▶ The task
Please report, as a single number with no other text, how many lines of the listing contain "Locust".

▶ Material to process
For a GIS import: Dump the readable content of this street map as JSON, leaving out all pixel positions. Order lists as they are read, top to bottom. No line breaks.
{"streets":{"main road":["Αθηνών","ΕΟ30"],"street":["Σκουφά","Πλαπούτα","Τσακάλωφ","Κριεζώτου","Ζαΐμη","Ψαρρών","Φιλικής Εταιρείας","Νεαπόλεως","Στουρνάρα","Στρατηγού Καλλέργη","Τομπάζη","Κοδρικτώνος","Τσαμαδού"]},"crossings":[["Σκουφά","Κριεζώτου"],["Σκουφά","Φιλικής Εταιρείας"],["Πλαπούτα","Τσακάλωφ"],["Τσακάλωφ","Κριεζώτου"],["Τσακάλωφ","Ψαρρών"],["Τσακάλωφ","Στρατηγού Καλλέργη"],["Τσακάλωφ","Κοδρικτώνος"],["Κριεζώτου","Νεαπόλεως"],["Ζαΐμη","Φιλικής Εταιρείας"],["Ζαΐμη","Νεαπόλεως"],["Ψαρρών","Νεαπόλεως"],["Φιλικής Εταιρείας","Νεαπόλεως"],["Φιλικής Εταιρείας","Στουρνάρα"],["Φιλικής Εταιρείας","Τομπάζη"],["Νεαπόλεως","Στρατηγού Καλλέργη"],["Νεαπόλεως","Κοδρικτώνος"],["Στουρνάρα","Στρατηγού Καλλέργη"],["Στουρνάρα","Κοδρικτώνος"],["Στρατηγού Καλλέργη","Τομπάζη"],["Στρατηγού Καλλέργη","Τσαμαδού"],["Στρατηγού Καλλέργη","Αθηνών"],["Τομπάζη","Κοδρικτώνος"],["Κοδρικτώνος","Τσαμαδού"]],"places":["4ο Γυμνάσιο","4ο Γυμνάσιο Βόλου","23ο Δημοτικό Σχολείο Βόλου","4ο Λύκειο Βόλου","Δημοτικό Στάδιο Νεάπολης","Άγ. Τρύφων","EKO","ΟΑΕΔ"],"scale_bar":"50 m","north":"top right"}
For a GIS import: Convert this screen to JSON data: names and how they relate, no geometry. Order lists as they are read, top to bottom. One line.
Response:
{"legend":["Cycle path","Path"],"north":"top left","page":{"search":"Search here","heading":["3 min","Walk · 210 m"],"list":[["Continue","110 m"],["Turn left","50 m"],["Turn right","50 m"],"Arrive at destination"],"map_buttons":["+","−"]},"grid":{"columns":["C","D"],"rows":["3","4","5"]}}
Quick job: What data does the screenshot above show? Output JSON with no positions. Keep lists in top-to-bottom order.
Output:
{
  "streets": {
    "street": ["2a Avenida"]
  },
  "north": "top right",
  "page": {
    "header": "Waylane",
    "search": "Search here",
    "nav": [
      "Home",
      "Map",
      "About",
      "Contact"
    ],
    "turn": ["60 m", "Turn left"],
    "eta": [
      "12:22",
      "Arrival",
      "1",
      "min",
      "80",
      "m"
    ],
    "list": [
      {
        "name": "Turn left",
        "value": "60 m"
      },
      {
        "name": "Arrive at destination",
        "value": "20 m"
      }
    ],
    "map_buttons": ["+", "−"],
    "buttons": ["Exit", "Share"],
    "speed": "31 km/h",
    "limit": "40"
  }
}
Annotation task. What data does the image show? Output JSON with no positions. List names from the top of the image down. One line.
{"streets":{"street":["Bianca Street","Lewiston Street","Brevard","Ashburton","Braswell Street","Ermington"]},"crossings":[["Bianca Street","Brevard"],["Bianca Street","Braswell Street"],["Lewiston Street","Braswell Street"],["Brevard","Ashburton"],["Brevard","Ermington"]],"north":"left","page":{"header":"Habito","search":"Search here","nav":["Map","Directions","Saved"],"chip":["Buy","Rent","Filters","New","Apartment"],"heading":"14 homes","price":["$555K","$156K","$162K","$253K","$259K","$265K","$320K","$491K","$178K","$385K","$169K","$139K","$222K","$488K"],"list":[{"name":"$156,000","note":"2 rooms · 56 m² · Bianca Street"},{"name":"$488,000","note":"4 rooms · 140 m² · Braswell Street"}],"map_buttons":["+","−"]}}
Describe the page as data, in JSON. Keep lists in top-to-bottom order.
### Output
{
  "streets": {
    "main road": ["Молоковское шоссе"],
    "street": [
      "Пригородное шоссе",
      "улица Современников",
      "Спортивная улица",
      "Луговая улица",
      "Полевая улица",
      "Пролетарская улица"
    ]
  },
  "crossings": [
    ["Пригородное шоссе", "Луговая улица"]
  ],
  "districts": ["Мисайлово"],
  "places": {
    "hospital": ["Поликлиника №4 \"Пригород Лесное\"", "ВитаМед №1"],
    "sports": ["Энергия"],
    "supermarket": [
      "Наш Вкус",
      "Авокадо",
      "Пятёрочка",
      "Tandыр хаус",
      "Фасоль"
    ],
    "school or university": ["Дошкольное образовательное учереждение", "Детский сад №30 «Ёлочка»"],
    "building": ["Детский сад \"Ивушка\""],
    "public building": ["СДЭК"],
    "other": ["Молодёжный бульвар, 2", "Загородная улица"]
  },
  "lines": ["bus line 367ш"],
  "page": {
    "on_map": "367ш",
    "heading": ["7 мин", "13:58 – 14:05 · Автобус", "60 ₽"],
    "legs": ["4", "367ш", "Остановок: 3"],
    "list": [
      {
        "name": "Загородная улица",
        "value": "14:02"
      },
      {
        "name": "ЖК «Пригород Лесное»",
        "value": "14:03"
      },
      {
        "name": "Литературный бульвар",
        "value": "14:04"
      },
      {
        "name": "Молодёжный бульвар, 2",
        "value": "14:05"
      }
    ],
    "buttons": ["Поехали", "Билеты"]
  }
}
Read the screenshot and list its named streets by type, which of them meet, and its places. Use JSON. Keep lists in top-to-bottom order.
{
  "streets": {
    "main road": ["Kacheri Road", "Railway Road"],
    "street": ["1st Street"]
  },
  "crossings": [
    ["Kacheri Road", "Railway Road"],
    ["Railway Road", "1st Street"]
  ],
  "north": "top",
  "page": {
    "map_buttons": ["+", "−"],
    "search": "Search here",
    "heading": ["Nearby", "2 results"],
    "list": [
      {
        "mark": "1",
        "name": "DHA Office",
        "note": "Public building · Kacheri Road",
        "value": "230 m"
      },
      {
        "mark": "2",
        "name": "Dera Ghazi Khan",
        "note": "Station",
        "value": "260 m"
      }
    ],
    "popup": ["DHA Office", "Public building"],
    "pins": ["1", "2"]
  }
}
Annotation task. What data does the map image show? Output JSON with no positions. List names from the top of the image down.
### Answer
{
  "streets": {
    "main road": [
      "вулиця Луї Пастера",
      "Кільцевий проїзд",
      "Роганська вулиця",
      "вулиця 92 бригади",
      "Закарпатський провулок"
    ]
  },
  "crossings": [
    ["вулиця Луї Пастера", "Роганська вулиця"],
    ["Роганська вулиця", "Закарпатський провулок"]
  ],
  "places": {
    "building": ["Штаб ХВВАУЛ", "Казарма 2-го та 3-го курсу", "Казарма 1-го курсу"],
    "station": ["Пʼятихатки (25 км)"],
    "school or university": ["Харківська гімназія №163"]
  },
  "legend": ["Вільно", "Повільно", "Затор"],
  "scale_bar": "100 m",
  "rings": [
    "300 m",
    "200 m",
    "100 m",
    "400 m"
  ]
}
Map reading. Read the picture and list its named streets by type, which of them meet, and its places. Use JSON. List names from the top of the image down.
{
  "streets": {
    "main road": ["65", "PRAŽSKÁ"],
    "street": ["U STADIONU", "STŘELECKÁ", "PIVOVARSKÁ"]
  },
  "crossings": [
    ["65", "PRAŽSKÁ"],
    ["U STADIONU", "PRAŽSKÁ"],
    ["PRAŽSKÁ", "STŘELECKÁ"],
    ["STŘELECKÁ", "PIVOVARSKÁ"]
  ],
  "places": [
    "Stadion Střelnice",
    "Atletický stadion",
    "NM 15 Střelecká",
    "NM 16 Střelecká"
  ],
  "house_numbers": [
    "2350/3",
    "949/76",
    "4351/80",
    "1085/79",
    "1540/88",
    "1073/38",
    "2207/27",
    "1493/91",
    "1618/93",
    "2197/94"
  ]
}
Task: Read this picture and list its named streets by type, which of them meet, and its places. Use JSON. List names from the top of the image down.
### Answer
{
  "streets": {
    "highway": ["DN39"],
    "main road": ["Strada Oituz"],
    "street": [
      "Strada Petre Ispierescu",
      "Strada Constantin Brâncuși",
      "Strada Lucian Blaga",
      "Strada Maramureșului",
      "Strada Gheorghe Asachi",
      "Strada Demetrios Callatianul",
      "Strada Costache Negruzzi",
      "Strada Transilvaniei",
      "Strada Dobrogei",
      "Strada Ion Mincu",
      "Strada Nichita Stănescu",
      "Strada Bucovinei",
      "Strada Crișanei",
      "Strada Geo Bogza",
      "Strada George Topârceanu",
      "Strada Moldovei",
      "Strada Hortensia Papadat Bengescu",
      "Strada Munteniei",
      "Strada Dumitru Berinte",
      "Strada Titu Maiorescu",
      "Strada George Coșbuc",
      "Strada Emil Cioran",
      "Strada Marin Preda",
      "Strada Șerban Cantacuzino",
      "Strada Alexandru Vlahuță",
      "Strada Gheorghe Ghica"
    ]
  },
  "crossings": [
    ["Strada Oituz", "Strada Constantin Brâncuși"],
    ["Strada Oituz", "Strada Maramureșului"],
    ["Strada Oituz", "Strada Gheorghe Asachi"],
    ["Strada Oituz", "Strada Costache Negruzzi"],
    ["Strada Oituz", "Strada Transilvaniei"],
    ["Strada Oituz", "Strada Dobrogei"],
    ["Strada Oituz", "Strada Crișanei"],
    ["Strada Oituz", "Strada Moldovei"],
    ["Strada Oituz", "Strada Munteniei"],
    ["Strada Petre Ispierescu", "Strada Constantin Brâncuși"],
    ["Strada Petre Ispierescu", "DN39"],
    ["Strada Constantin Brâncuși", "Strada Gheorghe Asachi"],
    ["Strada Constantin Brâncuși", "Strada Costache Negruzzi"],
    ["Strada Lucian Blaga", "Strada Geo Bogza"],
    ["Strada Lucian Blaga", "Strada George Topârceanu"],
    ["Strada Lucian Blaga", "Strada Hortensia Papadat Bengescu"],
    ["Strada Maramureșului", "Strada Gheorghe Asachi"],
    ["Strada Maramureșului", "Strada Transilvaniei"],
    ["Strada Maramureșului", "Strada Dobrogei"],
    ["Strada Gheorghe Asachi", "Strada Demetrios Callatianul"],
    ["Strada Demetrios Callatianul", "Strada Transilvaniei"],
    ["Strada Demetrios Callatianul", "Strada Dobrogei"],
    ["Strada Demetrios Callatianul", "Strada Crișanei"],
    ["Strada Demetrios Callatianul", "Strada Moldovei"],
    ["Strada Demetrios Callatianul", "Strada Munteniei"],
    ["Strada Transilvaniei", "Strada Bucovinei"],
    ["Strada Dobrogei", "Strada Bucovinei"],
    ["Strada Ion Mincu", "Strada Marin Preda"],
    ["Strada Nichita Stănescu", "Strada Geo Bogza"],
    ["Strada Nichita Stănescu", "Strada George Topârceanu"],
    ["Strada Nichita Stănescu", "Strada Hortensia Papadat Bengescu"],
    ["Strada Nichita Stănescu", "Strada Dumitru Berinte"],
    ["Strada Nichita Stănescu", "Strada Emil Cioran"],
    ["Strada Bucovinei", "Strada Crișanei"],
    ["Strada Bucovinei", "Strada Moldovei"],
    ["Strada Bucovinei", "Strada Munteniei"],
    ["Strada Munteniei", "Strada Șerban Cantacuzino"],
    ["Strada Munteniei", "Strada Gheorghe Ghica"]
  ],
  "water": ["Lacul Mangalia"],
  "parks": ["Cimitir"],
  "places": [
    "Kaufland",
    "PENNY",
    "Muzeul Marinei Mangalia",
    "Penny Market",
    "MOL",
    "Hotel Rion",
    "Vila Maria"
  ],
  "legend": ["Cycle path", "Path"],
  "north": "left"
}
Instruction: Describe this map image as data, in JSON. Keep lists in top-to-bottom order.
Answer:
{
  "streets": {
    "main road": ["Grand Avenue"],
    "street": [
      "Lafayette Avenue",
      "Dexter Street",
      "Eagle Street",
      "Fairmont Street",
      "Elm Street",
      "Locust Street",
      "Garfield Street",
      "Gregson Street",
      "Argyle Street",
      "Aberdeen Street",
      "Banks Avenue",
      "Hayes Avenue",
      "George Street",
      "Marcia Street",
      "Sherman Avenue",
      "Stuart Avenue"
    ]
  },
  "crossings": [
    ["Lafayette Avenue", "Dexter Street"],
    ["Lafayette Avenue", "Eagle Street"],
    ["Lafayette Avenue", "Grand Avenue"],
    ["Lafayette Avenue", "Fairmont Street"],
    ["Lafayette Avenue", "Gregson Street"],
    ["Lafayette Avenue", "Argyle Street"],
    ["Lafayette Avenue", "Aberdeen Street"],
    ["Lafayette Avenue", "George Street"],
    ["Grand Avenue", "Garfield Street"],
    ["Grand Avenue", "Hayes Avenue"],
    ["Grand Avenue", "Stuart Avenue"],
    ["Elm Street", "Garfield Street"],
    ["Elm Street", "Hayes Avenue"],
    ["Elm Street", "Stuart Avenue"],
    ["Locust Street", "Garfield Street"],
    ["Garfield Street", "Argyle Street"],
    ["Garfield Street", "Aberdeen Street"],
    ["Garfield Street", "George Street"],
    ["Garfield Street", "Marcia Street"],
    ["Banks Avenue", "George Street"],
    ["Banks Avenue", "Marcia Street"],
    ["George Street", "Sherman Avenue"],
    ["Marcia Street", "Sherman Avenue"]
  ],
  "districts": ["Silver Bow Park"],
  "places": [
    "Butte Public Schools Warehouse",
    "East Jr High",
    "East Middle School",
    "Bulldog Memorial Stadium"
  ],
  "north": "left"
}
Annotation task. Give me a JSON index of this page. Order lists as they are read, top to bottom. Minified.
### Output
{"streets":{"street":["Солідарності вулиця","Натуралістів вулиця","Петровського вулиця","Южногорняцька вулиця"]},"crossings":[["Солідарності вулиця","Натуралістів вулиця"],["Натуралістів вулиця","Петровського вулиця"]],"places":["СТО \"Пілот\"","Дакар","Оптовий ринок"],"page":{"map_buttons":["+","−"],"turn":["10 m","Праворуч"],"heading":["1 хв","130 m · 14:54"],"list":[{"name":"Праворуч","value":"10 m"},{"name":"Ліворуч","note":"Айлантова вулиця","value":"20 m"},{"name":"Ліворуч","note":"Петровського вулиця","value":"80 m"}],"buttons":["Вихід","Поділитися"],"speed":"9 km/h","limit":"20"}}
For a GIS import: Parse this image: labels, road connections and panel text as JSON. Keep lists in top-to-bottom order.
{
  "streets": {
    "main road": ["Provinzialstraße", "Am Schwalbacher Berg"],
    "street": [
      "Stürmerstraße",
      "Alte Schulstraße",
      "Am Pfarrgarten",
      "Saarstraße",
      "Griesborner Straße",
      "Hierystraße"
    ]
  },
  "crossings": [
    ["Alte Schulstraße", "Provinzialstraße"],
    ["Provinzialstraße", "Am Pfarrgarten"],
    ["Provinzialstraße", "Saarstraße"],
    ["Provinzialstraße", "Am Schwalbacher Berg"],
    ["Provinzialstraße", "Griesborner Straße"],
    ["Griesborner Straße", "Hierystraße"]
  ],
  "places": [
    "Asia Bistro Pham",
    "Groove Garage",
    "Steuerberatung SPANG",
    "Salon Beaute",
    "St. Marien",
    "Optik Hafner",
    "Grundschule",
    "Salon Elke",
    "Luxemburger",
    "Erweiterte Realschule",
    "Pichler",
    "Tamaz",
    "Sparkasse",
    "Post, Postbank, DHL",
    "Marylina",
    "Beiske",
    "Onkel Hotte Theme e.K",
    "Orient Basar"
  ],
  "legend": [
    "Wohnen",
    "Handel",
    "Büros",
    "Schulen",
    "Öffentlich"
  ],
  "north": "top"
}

▶ Output below
2